With data management, I like to think about things in terms of “what happens if …” It helps me know what is missing from a solutions perspective, and uncovers interesting problems and lacking lifecycles in trends.
For example: what happens if we give senior citizens two terabyte hard drives; what happens if we give mobile devices the ability to store all of our precious moments (pictures and video) without a backup plan; and what happens if ad targeting is so good it knows you are pregnant before you do?
Managing the flood
The problem we have now in Big Data and data warehousing is that we are introducing a lot more of the same stuff people have been working with for years. It seems familiar to them but it is very different in terms of size and speed. Managing a glass of water is very different from 100 million gallons of water but it is still just water, right?
Tools are emerging that are new to most people tasked with managing excessive amounts of data. They are better suited to using the cloud, really distributed resources and virtualization, and can handle the needs of a big data collection system.
The thing we are optimizing for is the number of items being collected. It is no longer just about the data submitted on a form, but about how long the user spent on each field of the form and at which point they abandoned their input.
We now have mobile applications for consumers and for a mobile enterprise that have changed the timing around how data is reported.
In a non-mobile environment, we knew when and where data was being accessed. Through mobile, we have people interacting and creating data, from anywhere and far outside of the planned business hours of the past.
Organizations are currently either logging all this data to look at it later – sweeping the mess under the rug – or leveraging tools and people to manage it. The camp we have to worry about is the former.
What started as a few cups of water will soon be 100 million gallons of it. Two big problems could exist: the data is stored in a format that will require a lot of heavy lifting for it to be usable, or the data will be missing key pieces or attributes that make it meaningful.
Missing the picture
The purpose of gathering data is to use it to make informed decisions that will keep your business a step ahead of the competition. That is why having access to, and properly managing, data is imperative to a successful campaign.
The worst thing an organization can do with its Big Data campaign is to waste its effectiveness through sloppiness or mismanagement.
Here is an example: A company wanted to log data from users of its mobile app but it wanted to make registration optional. By not making registration manual and mandatory, the entire exercise is inaccurate.
Instead of learning about the behavior of app users, this company could only make decisions based on the behavior of users that voluntarily chose to register with an app—which hardly represents all users. The data that is not captured throws the whole analysis askew and dilutes the effectiveness of any decisions based on those analytics.

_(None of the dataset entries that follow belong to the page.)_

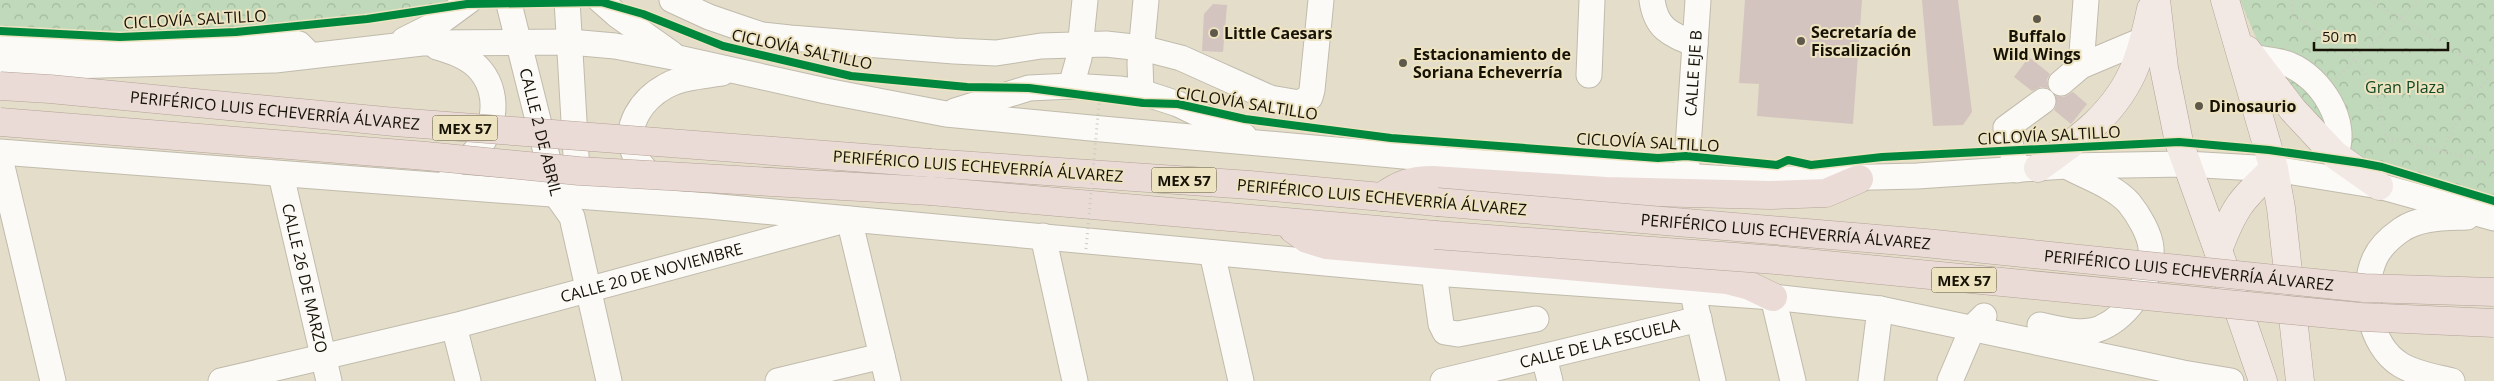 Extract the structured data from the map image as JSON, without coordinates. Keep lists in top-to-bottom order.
{
  "streets": {
    "highway": ["PERIFÉRICO LUIS ECHEVERRÍA ÁLVAREZ", "MEX 57"],
    "street": [
      "CALLE EJE B",
      "CALLE 2 DE ABRIL",
      "CALLE 20 DE NOVIEMBRE",
      "CALLE 26 DE MARZO",
      "CALLE DE LA ESCUELA"
    ],
    "cycle path": ["CICLOVÍA SALTILLO"]
  },
  "crossings": [
    ["CALLE EJE B", "PERIFÉRICO LUIS ECHEVERRÍA ÁLVAREZ"],
    ["PERIFÉRICO LUIS ECHEVERRÍA ÁLVAREZ", "CALLE 2 DE ABRIL"],
    ["CALLE 2 DE ABRIL", "CALLE 20 DE NOVIEMBRE"],
    ["CALLE 20 DE NOVIEMBRE", "CALLE 26 DE MARZO"]
  ],
  "parks": ["Gran Plaza"],
  "places": [
    "Buffalo Wild Wings",
    "Little Caesars",
    "Secretaría de Fiscalización",
    "Estacionamiento de Soriana Echeverría",
    "Dinosaurio"
  ],
  "scale_bar": "50 m"
} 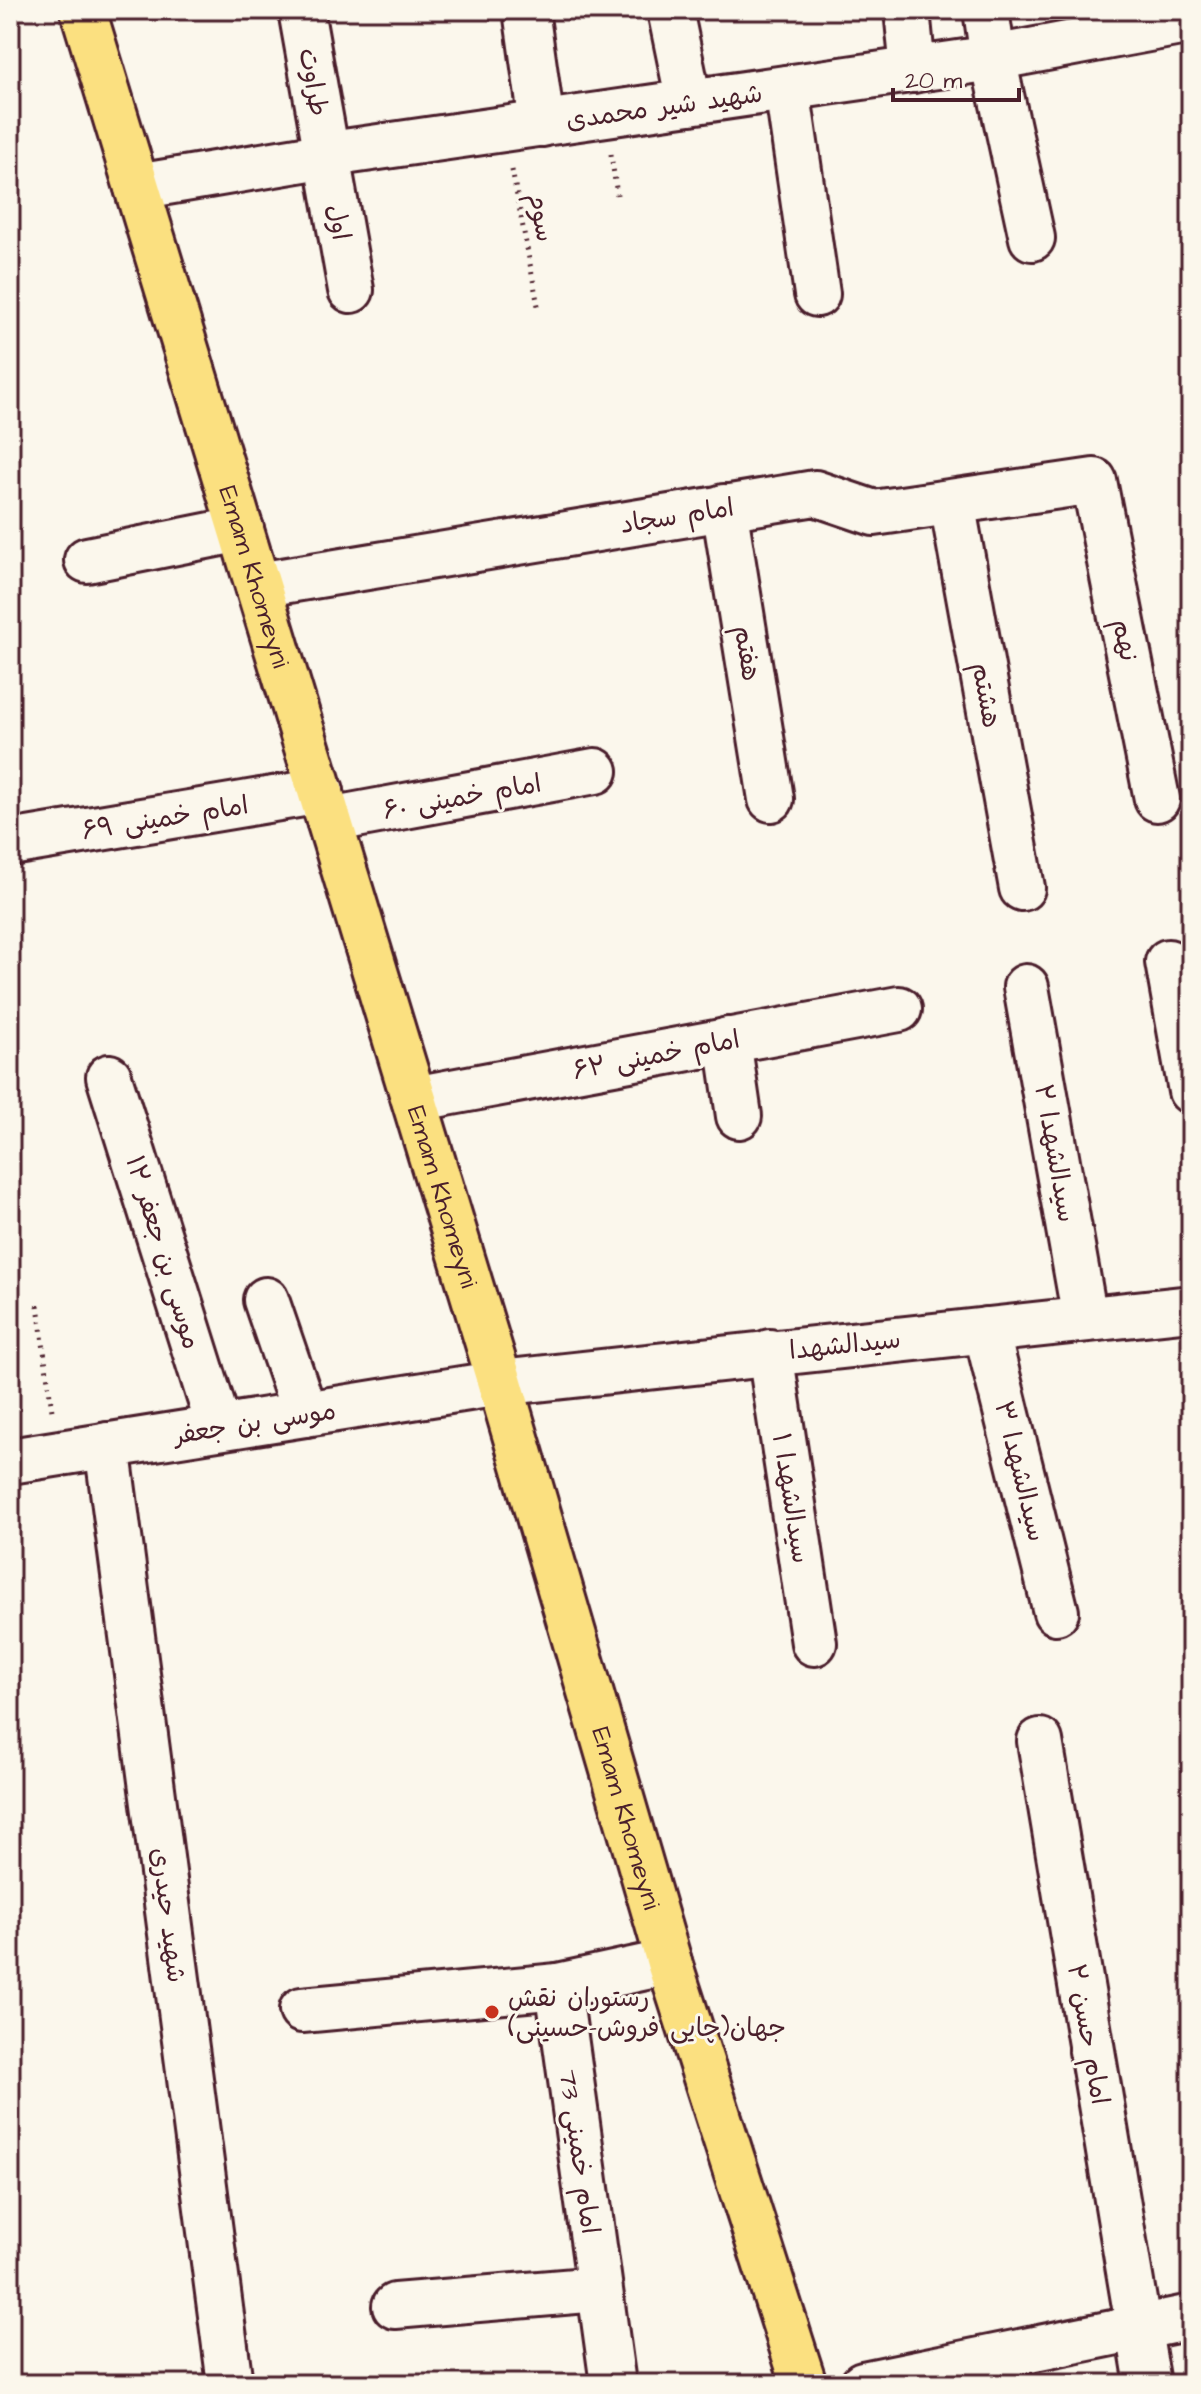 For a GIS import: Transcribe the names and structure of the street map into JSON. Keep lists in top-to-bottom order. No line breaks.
{"streets":{"main road":["Emam Khomeyni"],"street":["طراوت","شهید شیر محمدی","اول","امام سجاد","نهم","هفتم","هشتم","امام خمینی ۶۰","امام خمینی ۶۹","امام خمینی ۶۲","سیدالشهدا ۲","موسی بن جعفر ۱۲","سیدالشهدا","موسی بن جعفر","سیدالشهدا ۳","سیدالشهدا ۱","شهید حیدری","امام حسن ۲","امام خمینی 73"],"path":["سوم"]},"crossings":[["طراوت","شهید شیر محمدی"],["طراوت","اول"],["شهید شیر محمدی","سوم"],["شهید شیر محمدی","اول"],["شهید شیر محمدی","Emam Khomeyni"],["امام سجاد","Emam Khomeyni"],["امام سجاد","نهم"],["امام سجاد","هفتم"],["امام سجاد","هشتم"],["Emam Khomeyni","امام خمینی ۶۰"],["Emam Khomeyni","امام خمینی ۶۹"],["Emam Khomeyni","امام خمینی ۶۲"],["Emam Khomeyni","سیدالشهدا"],["Emam Khomeyni","موسی بن جعفر"],["امام خمینی ۶۰","امام خمینی ۶۹"],["سیدالشهدا ۲","سیدالشهدا"],["موسی بن جعفر ۱۲","موسی بن جعفر"],["سیدالشهدا","موسی بن جعفر"],["سیدالشهدا","سیدالشهدا ۳"],["سیدالشهدا","سیدالشهدا ۱"],["موسی بن جعفر","شهید حیدری"]],"places":["رستوران نقش جهان(چایی فروش-حسینی)"],"scale_bar":"20 m"} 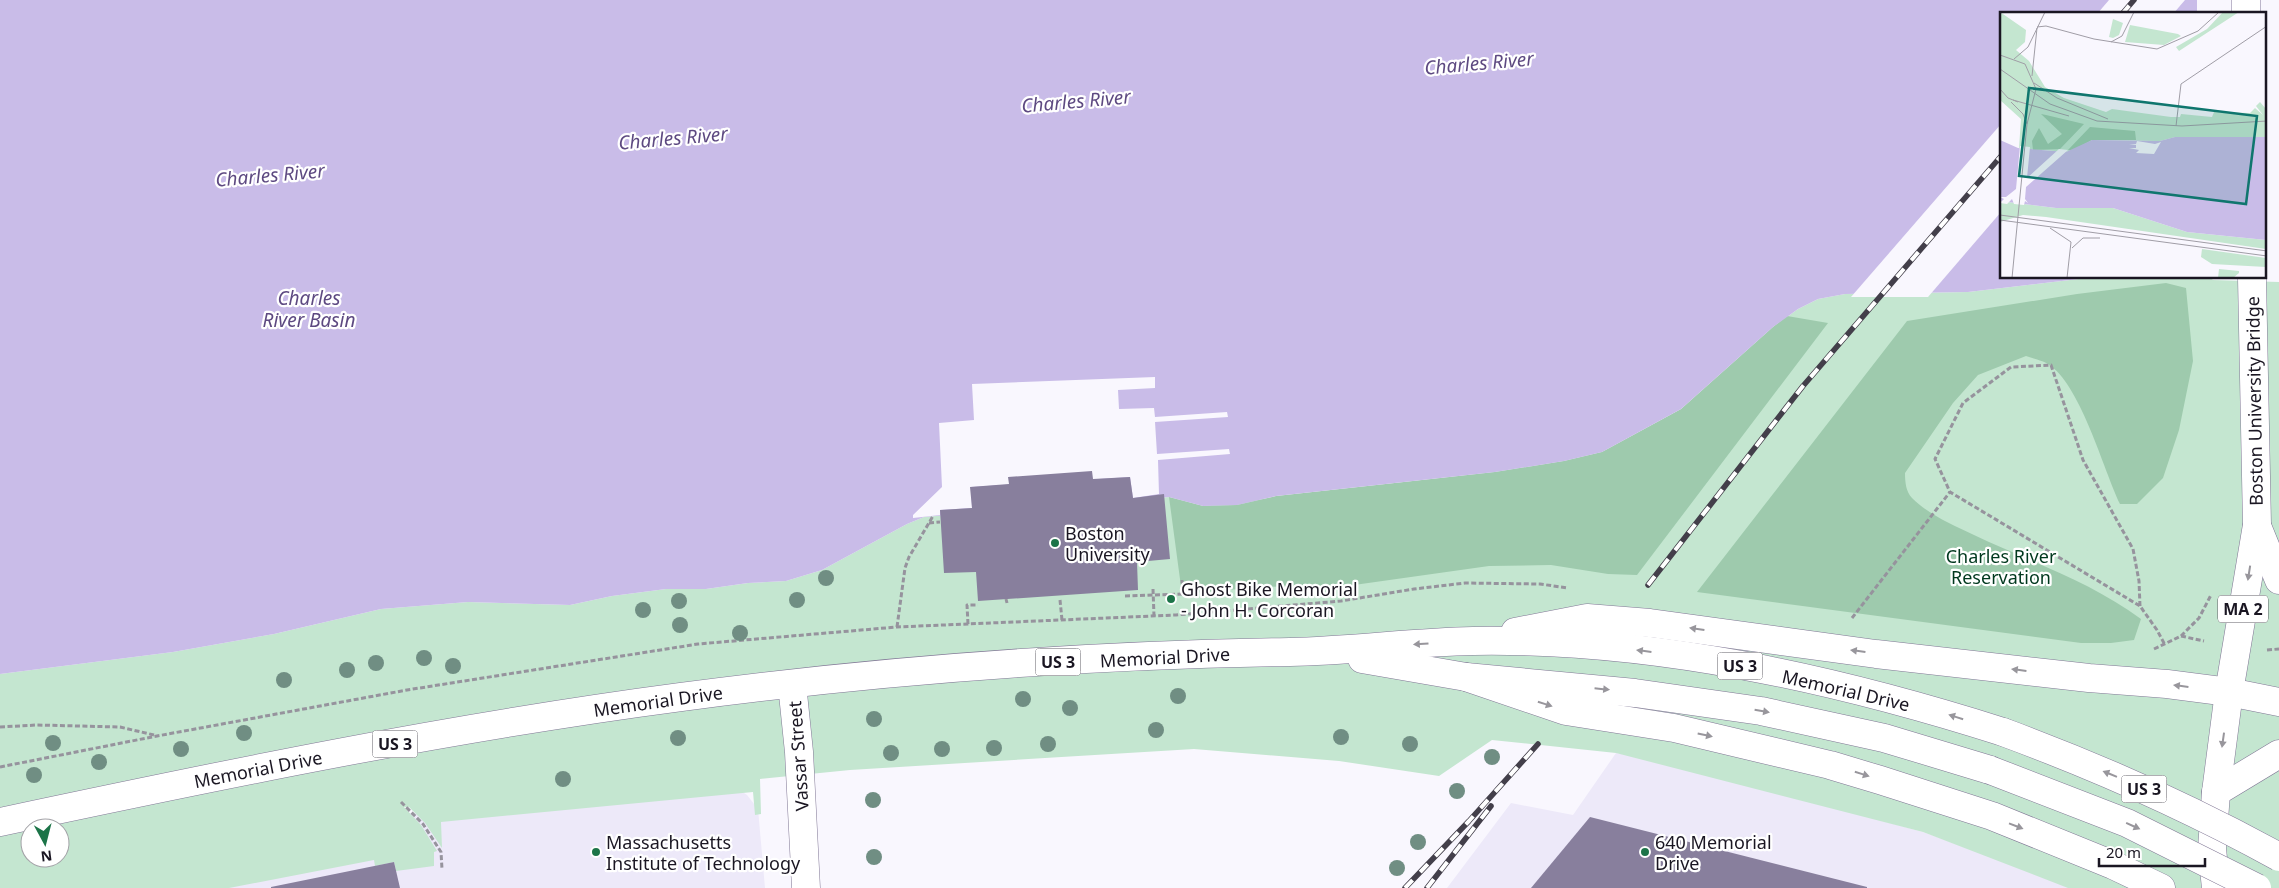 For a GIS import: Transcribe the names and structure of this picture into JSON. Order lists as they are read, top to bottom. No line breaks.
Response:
{"streets":{"main road":["Boston University Bridge","MA 2","Memorial Drive","US 3","Vassar Street"]},"crossings":[["Boston University Bridge","MA 2"],["Memorial Drive","Vassar Street"]],"one_way":["Boston University Bridge"],"water":["Charles River","Charles River Basin"],"parks":["Charles River Reservation"],"places":["Boston University","Ghost Bike Memorial - John H. Corcoran","Massachusetts Institute of Technology","640 Memorial Drive"],"scale_bar":"20 m","north":"bottom"}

The previous example of mismanaged data represents a sloppy mistake that can undermine the whole Big Data campaign.
Without researching what storage amount is necessary for a specific data campaign, or monitoring data storage activity, an organization can run out of drive space and miss data that is critical to proper analysis.
A basic logger storing analytics on one ad can take down an organization’s entire portal without foresight.
LEVERAGING BIG DATA comes down to properly managing and organizing the deluge of information received.
Whether companies are sloppy and underestimate the drive space needed to store data or they choose to omit certain information, incomplete data storage results in diluted analysis or weak decisions.
If you are going to do Big Data, then do it right. Investing in data warehousing on the front end is the best way to make informed decisions that propel your company forward.